Prognozy te są elementem publikowanego trzy razy do roku „Raportu o inflacji", dokumentu, w którym Rada Polityki Pieniężnej opisuje procesy makroekonomiczne mające wpływ na inflację. Jak przewidują ekonomiści NBP, w najbardziej prawdopodobnym scenariuszu polska gospodarka będzie się w tym roku i dwóch kolejnych latach rozwijała w tempie około 3,5 proc. rocznie. Najsłabszy pod tym względem (3,4 proc.) ma być 2016 r. w związku z oczekiwanym wyhamowaniem inwestycji wskutek mniejszego napływu pieniędzy z UE. Pod koniec 2017 r. tempo rozwoju zbliży się jednak do 4 proc. w ujęciu rok do roku.
Tak dynamiczny rozwój polskiej gospodarki nie wystarczy jednak, aby przywrócić inflację do celu NBP (2,5 proc.). Do końca 2017 r. roczna dynamika indeksu cen konsumpcyjnych utrzyma się poniżej 2 proc. – przewidują eksperci IE. W ryzach trzymały ją będą niskie ceny surowców oraz powolna poprawa koniunktury w strefie euro.

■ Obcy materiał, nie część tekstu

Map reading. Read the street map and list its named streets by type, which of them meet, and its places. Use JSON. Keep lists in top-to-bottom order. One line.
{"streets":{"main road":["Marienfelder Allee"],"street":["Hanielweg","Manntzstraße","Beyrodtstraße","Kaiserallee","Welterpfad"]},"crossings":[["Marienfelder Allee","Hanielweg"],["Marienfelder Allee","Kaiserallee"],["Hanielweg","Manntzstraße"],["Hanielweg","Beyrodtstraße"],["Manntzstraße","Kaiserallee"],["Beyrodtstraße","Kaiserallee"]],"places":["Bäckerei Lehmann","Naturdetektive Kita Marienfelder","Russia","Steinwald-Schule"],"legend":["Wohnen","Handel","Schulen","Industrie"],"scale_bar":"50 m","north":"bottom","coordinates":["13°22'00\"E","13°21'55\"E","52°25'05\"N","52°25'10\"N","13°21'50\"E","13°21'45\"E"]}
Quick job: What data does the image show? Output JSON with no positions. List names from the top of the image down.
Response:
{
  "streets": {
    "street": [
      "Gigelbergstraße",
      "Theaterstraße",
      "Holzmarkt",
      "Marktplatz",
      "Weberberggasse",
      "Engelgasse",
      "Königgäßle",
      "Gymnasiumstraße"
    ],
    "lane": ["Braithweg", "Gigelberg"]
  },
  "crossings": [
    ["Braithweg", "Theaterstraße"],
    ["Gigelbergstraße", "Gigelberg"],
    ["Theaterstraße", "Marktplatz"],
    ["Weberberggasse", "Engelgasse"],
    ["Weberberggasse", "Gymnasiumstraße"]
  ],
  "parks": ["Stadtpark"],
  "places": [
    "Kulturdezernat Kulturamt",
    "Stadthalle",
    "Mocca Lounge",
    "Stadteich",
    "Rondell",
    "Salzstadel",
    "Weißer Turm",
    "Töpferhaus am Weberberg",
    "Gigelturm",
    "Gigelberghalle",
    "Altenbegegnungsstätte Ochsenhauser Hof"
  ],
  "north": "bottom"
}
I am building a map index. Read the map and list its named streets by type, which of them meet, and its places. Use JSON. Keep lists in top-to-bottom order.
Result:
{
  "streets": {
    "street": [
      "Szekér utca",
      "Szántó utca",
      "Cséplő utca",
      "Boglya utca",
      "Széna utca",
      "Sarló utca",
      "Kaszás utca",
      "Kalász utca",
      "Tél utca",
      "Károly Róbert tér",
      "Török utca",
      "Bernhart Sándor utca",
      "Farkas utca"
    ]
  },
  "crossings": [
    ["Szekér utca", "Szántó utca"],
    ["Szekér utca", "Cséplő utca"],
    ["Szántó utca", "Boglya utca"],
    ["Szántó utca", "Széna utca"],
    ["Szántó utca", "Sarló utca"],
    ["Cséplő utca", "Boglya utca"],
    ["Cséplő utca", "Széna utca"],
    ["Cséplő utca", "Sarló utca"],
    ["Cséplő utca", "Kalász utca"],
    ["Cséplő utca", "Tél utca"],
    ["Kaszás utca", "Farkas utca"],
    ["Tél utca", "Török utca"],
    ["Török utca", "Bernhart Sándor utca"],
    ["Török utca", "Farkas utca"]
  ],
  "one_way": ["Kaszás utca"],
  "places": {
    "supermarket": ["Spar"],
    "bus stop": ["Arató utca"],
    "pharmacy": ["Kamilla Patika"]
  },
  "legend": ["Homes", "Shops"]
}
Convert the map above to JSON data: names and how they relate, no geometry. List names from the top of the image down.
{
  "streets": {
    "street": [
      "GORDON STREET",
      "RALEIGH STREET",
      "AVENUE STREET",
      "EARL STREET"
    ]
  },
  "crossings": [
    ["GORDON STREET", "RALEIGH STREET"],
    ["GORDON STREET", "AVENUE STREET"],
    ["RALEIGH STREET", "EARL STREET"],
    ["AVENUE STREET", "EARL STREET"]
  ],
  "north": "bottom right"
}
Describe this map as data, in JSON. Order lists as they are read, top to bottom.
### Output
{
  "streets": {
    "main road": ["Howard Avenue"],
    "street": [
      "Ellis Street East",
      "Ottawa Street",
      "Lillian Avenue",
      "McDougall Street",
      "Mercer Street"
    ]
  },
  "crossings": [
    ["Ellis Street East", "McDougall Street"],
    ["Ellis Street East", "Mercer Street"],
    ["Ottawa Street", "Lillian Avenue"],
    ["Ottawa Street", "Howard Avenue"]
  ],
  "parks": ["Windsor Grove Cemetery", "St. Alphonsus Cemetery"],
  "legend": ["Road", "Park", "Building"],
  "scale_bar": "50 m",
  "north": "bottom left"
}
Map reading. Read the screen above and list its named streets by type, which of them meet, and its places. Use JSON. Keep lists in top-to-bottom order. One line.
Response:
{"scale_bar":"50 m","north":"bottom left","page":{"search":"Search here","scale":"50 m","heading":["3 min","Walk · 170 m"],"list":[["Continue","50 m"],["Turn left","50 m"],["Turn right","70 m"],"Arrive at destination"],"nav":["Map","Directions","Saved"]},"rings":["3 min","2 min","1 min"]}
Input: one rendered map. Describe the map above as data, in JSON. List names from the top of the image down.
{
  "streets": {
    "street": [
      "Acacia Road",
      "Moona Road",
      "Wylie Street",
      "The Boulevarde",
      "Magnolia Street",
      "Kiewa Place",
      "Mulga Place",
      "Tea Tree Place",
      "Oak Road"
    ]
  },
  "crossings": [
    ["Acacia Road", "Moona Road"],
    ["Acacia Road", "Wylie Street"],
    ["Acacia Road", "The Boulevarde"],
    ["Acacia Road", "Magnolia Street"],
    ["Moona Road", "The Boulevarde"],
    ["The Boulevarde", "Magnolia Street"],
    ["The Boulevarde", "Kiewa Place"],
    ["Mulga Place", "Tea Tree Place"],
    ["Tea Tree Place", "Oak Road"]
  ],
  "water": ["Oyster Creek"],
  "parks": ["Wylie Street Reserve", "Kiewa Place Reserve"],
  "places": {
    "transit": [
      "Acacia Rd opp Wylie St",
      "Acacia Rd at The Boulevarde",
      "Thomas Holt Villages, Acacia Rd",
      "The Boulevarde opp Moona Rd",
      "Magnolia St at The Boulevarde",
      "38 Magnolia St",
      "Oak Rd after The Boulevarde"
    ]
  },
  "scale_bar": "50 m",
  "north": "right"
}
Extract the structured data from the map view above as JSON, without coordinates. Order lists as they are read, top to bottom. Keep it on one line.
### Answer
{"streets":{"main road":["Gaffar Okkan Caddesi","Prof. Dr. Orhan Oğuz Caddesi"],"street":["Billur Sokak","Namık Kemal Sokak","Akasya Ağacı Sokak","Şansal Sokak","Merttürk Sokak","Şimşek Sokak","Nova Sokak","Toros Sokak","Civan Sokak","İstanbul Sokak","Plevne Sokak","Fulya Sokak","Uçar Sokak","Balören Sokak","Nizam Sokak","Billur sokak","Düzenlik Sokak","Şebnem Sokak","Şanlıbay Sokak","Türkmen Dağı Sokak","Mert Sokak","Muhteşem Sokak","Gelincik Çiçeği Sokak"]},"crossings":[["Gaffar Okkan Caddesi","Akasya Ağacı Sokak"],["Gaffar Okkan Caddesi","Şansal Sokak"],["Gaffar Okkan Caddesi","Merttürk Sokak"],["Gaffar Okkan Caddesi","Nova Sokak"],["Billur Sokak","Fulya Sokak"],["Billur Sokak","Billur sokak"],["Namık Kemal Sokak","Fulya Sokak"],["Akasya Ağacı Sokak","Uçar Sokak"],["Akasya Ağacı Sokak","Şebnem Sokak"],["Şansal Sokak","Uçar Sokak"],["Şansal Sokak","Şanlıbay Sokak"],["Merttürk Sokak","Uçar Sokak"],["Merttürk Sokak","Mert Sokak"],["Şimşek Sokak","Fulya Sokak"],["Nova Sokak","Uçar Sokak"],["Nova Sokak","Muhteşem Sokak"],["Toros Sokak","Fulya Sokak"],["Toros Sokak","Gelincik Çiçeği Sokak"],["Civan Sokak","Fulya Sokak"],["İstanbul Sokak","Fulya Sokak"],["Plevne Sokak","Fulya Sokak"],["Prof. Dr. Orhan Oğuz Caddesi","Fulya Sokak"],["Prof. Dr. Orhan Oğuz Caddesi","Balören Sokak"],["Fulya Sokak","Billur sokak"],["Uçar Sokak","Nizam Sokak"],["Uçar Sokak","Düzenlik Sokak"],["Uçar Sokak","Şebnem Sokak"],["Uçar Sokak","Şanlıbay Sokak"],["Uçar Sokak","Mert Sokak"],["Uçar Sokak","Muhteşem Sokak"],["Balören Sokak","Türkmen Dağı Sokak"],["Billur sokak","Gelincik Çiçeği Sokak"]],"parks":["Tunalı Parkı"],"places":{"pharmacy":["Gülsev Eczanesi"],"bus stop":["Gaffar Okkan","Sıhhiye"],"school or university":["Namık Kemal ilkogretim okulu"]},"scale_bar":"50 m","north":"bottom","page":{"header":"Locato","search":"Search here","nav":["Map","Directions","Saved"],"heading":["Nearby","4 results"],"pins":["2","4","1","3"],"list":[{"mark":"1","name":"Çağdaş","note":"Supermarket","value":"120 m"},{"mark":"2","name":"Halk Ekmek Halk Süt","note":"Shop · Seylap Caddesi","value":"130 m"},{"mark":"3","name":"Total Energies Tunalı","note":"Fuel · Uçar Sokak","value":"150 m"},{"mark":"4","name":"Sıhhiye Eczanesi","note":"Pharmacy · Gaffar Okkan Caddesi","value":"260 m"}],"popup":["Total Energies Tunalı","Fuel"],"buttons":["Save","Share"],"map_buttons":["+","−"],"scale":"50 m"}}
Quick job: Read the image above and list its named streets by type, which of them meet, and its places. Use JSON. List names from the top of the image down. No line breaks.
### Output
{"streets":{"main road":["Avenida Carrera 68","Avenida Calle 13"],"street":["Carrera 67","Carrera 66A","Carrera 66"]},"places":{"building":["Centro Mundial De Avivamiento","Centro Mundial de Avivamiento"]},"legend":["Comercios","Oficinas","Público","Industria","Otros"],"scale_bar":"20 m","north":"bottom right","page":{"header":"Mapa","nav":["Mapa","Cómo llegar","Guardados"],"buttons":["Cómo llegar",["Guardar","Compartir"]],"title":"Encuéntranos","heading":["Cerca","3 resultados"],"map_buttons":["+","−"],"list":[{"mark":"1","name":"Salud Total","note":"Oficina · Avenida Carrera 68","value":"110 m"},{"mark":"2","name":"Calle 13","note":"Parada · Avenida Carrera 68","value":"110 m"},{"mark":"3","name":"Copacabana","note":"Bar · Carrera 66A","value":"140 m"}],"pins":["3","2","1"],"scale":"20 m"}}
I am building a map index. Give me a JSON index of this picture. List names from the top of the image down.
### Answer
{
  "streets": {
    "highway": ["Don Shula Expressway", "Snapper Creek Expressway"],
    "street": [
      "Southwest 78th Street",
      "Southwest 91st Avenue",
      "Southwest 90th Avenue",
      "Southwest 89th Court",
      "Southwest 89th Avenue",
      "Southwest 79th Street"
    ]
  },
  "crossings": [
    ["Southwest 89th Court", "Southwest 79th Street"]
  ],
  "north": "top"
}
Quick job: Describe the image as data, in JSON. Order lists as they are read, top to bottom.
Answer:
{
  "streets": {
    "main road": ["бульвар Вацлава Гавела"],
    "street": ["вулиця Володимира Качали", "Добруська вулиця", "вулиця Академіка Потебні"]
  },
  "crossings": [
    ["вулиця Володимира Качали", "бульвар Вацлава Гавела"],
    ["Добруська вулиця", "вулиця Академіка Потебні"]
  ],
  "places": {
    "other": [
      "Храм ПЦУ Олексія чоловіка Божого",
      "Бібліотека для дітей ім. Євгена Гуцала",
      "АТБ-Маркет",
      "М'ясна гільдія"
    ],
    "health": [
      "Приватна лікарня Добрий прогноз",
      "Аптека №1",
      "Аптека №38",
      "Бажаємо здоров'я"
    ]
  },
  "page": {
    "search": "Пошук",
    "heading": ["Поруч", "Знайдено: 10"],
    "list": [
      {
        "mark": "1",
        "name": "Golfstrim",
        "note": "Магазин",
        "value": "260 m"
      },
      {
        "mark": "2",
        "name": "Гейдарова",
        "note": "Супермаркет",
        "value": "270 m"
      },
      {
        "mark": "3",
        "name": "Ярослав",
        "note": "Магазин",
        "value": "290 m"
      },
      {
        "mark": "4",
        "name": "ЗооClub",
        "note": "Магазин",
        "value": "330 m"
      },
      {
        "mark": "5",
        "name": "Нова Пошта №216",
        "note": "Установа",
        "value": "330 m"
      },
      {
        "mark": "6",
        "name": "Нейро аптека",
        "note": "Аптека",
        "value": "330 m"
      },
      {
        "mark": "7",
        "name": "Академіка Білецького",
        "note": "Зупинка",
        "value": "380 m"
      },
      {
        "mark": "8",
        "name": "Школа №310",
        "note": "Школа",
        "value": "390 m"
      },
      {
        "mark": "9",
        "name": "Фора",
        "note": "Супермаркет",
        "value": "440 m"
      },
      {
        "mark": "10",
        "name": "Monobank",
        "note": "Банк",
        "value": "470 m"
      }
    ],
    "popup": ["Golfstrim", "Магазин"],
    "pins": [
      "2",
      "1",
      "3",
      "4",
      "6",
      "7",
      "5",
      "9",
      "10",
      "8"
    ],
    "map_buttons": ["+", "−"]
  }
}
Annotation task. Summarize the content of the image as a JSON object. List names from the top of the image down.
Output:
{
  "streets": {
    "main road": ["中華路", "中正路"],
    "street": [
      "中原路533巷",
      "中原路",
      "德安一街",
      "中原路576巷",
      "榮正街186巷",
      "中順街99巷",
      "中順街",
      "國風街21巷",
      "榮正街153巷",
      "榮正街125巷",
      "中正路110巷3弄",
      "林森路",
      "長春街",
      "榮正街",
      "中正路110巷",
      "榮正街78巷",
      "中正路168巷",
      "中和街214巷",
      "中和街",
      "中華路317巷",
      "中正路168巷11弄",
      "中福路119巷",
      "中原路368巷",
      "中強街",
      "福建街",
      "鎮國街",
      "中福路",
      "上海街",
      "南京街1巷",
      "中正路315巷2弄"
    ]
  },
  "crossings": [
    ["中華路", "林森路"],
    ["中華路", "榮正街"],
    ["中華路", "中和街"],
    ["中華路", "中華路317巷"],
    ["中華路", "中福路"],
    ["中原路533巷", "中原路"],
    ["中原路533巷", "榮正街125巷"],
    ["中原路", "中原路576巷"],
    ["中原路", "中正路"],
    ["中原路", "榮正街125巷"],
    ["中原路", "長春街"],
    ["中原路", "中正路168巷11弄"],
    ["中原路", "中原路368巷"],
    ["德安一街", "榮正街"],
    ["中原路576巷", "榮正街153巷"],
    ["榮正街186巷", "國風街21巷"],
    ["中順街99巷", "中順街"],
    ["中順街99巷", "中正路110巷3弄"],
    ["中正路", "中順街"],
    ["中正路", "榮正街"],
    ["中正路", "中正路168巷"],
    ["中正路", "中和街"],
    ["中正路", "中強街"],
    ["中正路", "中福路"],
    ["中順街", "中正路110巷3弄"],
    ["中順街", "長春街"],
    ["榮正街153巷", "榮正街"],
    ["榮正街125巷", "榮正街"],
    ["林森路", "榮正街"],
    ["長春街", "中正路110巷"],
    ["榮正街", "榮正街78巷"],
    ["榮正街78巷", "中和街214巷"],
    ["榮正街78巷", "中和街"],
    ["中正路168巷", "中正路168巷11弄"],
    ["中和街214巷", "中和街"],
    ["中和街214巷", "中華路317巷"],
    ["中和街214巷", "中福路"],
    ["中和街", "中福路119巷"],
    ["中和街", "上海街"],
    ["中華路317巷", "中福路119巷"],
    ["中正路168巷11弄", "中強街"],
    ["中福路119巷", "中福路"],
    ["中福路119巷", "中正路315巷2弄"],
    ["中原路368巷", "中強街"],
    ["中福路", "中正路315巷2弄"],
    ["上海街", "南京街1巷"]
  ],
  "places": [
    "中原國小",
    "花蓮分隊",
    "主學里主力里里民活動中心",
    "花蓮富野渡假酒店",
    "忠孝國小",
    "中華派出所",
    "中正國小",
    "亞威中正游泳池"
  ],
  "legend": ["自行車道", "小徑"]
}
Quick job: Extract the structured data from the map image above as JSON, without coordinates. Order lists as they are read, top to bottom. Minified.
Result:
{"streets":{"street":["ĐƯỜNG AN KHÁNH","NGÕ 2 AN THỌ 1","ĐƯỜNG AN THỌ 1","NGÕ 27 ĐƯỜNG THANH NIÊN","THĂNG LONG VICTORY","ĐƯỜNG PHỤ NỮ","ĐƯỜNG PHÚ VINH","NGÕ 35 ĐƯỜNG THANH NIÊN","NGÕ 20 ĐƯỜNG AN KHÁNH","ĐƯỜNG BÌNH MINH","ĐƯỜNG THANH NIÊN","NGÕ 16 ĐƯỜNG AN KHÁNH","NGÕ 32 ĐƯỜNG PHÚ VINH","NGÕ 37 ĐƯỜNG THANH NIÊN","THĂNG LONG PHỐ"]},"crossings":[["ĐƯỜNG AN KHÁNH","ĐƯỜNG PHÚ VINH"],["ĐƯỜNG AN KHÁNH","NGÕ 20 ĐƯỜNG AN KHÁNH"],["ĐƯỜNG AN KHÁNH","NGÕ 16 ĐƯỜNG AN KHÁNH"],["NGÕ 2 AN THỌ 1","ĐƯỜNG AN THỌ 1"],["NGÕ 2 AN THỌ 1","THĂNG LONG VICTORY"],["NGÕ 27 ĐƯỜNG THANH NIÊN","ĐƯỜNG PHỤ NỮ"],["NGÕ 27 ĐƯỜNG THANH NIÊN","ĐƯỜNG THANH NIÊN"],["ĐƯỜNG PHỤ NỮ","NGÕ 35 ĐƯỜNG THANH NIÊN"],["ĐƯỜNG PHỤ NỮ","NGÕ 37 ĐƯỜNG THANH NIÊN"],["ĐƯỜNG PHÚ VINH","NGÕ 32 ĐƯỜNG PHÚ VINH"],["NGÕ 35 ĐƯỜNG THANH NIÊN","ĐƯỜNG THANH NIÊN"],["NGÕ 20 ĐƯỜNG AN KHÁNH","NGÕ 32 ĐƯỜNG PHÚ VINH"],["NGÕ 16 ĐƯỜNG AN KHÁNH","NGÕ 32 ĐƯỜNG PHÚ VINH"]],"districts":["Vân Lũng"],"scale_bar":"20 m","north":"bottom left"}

Gdyby ożywienie w eurolandzie nabrało rozmachu, w Polsce mógłby się zmaterializować optymistyczny scenariusz, w którym pod koniec 2017 r. tempo wzrostu PKB doszłoby do niemal 5 proc. Jednocześnie polska gospodarka jest dość odporna na negatywne szoki. W scenariuszu pesymistycznym, zakładającym Grexit oraz dalsze hamowanie chińskiej gospodarki, roczne tempo wzrostu PKB w żadnym z kwartałów do końca 2017 r. nie spadłoby istotnie poniżej 3 proc.
Ta stabilność wynika m.in. z tego, że Polska jest jedną z najbardziej zrównoważonych pod względem makroekonomicznym gospodarek Europy. Jak podkreślono w „Raporcie o inflacji", spośród 11 wskaźników, które Komisja Europejska stosuje do oceny zakłóceń równowagi w krajach UE, w ub.r. w Polsce tylko jeden miał wartość poza przedziałem bezpieczeństwa. To międzynarodowa pozycja inwestycyjna netto (różnica między aktywami a pasywami zagranicznymi polskich podmiotów w relacji do PKB), która wyniosła -67,4 proc. PKB. Od pięciu lat jednak pozostaje ona stabilna, a struktura polskich pasywów zagranicznych jest dość bezpieczna.